-- Opening Marker --
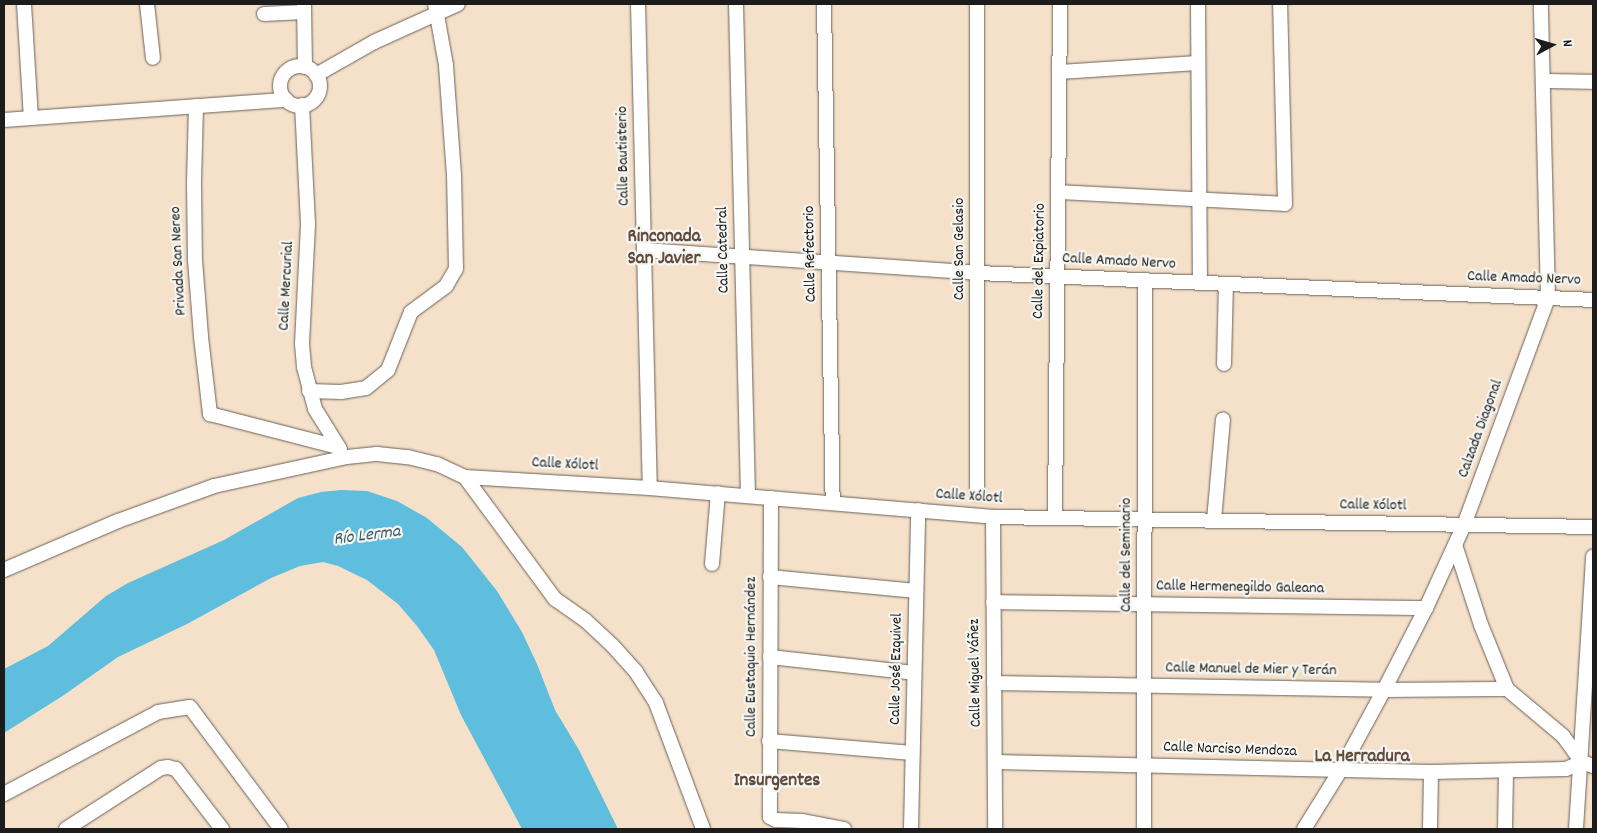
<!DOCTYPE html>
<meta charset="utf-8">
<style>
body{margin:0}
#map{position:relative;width:1597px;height:833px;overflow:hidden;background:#f5e0c9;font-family:Dekko,sans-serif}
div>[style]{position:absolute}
.water>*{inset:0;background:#5fbddd}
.roads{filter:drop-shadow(0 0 1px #686159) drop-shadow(0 0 1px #686159)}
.minor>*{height:14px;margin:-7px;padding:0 7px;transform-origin:7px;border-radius:7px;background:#fff}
.minor>.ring{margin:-7px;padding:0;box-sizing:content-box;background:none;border:14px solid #fff;border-radius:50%}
span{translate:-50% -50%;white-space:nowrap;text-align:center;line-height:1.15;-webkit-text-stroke:4.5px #f6f6f2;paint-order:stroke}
.street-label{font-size:16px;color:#1c1c1c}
.water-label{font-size:18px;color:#375c69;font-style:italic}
.quarter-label{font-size:19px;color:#614c3f;font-weight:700}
.frame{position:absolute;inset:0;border:5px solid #1c1c1c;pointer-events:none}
.north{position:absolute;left:1527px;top:20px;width:50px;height:50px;-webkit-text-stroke:4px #f6f6f2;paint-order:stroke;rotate:84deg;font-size:14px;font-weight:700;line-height:20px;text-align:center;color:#1c1c1c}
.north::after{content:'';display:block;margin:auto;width:18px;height:22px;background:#1c1c1c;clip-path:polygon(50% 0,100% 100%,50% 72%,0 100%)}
</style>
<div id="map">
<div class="water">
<i style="clip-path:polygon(341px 490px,367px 491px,397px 501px,427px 518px,462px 547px,497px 591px,522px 632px,537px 664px,555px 710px,579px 750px,618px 829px,522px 829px,461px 715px,434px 650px,417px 626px,398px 604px,367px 580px,338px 566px,323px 562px,300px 566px,271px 578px,187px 624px,118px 657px,64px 695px,4px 733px,4px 669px,48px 646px,106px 596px,128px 583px,224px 540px,298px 498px,321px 492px)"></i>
</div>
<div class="roads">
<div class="minor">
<i style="left:24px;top:4px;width:114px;rotate:86.5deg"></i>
<i style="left:147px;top:4px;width:54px;rotate:83.7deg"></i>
<i style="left:304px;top:4px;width:63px;rotate:89.1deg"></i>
<i style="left:638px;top:4px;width:484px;rotate:88.6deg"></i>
<i style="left:736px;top:4px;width:492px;rotate:88.6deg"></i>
<i style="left:824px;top:4px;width:499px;rotate:89deg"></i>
<i style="left:977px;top:4px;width:490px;rotate:90deg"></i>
<i style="left:1198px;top:4px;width:279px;rotate:89.6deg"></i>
<i style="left:264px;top:14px;width:40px;rotate:-2.9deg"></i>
<i class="ring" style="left:280px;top:66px;width:26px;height:26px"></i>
<i style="left:1059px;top:72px;width:139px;rotate:-3.7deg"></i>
<i style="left:316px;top:75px;width:67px;rotate:-29.6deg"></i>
<i style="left:374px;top:42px;width:92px;rotate:-24.3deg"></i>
<i style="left:1543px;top:81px;width:50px;rotate:1.1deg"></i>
<i style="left:302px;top:105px;width:120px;rotate:87.1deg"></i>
<i style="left:308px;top:225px;width:119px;rotate:92.9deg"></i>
<i style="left:302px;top:344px;width:23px;rotate:85deg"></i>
<i style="left:304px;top:367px;width:43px;rotate:75.3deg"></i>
<i style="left:315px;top:409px;width:47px;rotate:58deg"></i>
<i style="left:196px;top:106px;width:77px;rotate:91.5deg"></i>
<i style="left:194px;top:183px;width:77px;rotate:89.3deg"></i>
<i style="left:195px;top:260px;width:77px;rotate:85.5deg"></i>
<i style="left:201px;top:337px;width:78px;rotate:83.3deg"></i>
<i style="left:210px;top:414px;width:132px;rotate:14.5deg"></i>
<i style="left:4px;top:120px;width:283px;rotate:-4.1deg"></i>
<i style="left:1058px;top:192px;width:227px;rotate:3deg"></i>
<i style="left:1285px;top:204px;width:200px;rotate:-91.4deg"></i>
<i style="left:644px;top:250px;width:335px;rotate:3.9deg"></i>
<i style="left:978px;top:273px;width:616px;rotate:2.51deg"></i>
<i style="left:1224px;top:364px;width:80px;rotate:-88.6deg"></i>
<i style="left:309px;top:391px;width:32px;rotate:2deg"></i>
<i style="left:341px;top:392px;width:25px;rotate:-9deg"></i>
<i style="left:366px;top:388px;width:28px;rotate:-39deg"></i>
<i style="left:388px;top:370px;width:62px;rotate:-68.4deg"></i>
<i style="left:411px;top:312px;width:44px;rotate:-36.6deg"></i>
<i style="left:446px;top:286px;width:20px;rotate:-60deg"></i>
<i style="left:456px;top:269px;width:94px;rotate:-91.2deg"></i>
<i style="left:454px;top:175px;width:110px;rotate:-94.2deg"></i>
<i style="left:446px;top:65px;width:62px;rotate:-100.2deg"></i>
<i style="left:465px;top:477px;width:152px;rotate:53.6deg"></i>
<i style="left:555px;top:599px;width:37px;rotate:35deg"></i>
<i style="left:585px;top:620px;width:37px;rotate:43deg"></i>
<i style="left:612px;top:645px;width:36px;rotate:48deg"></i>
<i style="left:636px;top:672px;width:37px;rotate:57deg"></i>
<i style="left:656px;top:703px;width:134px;rotate:69.5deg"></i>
<i style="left:771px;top:498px;width:319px;rotate:90.2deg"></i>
<i style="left:770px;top:817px;width:7px;rotate:27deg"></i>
<i style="left:776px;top:820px;width:26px;rotate:2deg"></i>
<i style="left:802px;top:821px;width:43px;rotate:10.8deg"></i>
<i style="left:993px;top:517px;width:312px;rotate:89.6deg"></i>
<i style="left:1055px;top:518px;width:514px;rotate:-89.44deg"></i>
<i style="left:1214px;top:520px;width:101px;rotate:-84.9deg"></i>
<i style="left:1455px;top:545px;width:84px;rotate:72deg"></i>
<i style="left:1481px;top:625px;width:69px;rotate:67.9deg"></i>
<i style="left:1507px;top:689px;width:73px;rotate:40deg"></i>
<i style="left:1563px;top:736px;width:32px;rotate:54deg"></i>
<i style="left:1582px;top:762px;width:12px;rotate:20deg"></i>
<i style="left:712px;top:564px;width:71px;rotate:-85.2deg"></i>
<i style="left:4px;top:570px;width:124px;rotate:-23.3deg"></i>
<i style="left:118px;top:521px;width:102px;rotate:-20deg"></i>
<i style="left:214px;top:486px;width:136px;rotate:-12.3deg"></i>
<i style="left:347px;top:457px;width:30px;rotate:-6deg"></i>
<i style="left:377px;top:454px;width:31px;rotate:6deg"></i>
<i style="left:408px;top:457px;width:30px;rotate:14deg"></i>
<i style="left:437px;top:464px;width:31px;rotate:25deg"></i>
<i style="left:465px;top:477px;width:185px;rotate:3.4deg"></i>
<i style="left:650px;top:488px;width:344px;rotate:4.8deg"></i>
<i style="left:993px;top:517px;width:600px;rotate:0.95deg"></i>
<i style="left:770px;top:577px;width:147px;rotate:5.5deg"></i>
<i style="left:993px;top:602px;width:433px;rotate:0.8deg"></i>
<i style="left:770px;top:657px;width:145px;rotate:6.3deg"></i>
<i style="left:994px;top:683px;width:390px;rotate:1deg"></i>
<i style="left:1384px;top:690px;width:123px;rotate:-0.5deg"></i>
<i style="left:769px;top:741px;width:144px;rotate:4.8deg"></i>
<i style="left:995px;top:762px;width:436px;rotate:1.3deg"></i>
<i style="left:1431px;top:772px;width:135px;rotate:-1.3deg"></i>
<i style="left:1566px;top:769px;width:17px;rotate:-24deg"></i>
<i style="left:4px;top:794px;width:174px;rotate:-28deg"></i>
<i style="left:158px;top:712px;width:32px;rotate:-9deg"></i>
<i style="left:190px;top:707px;width:152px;rotate:53.3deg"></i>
<i style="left:66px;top:829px;width:113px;rotate:-32.7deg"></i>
<i style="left:161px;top:768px;width:7px;rotate:-8deg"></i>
<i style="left:168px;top:767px;width:8px;rotate:14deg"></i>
<i style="left:176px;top:769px;width:76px;rotate:52.5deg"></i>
<i style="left:911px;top:829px;width:319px;rotate:-88.7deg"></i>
<i style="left:1144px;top:829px;width:548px;rotate:-89.9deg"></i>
<i style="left:1304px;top:829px;width:68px;rotate:-58.2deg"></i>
<i style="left:1340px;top:771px;width:92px;rotate:-61.5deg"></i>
<i style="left:1384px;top:690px;width:92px;rotate:-62.9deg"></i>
<i style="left:1426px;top:608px;width:91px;rotate:-65.4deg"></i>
<i style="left:1464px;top:525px;width:242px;rotate:-69.7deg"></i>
<i style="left:1548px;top:298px;width:294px;rotate:-91.4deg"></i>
<i style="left:1430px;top:829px;width:57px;rotate:-89deg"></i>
<i style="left:1505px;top:829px;width:58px;rotate:-89deg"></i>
<i style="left:1576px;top:829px;width:273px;rotate:-86.4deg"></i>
</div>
</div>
<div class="street-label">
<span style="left:624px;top:156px;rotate:-91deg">Calle Bautisterio</span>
<span style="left:960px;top:249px;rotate:-90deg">Calle San Gelasio</span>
<span style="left:724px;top:250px;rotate:-91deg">Calle Catedral</span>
<span style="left:811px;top:254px;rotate:-91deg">Calle Refectorio</span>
<span style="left:179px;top:261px;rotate:-93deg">Privada San Nereo</span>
<span style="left:1040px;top:261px;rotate:-89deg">Calle del Expiatorio</span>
<span style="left:1119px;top:262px;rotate:3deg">Calle Amado Nervo</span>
<span style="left:1524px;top:279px;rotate:2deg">Calle Amado Nervo</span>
<span style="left:287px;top:286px;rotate:-87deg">Calle Mercurial</span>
<span style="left:1481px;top:429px;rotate:-70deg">Calzada Diagonal</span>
<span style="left:565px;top:465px;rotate:3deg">Calle Xólotl</span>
<span style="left:969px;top:497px;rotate:4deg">Calle Xólotl</span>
<span style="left:1373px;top:506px;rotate:1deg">Calle Xólotl</span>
<span style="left:1127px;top:555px;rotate:-90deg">Calle del Seminario</span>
<span style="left:1240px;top:588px;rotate:1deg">Calle Hermenegildo Galeana</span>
<span style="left:752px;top:657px;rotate:-90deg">Calle Eustaquio Hernández</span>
<span style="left:897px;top:669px;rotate:-89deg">Calle José Ezquivel</span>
<span style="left:1251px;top:670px;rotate:1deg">Calle Manuel de Mier y Terán</span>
<span style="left:976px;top:673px;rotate:-91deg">Calle Miguel Yáñez</span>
<span style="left:1230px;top:750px;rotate:2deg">Calle Narciso Mendoza</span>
</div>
<div class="water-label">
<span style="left:367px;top:537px;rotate:-7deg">Río Lerma</span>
</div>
<div class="quarter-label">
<span style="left:664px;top:249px">Rinconada<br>San Javier</span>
<span style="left:1362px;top:758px">La Herradura</span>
<span style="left:777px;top:782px">Insurgentes</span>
</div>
<div class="frame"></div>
<div class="north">N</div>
</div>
-- Closing Marker --
AIM OF THE EXERCISE » If a line in the records contains "roads", report it.

YOUR SOLUTION »
.roads{filter:drop-shadow(0 0 1px #686159) drop-shadow(0 0 1px #686159)}
<div class="roads">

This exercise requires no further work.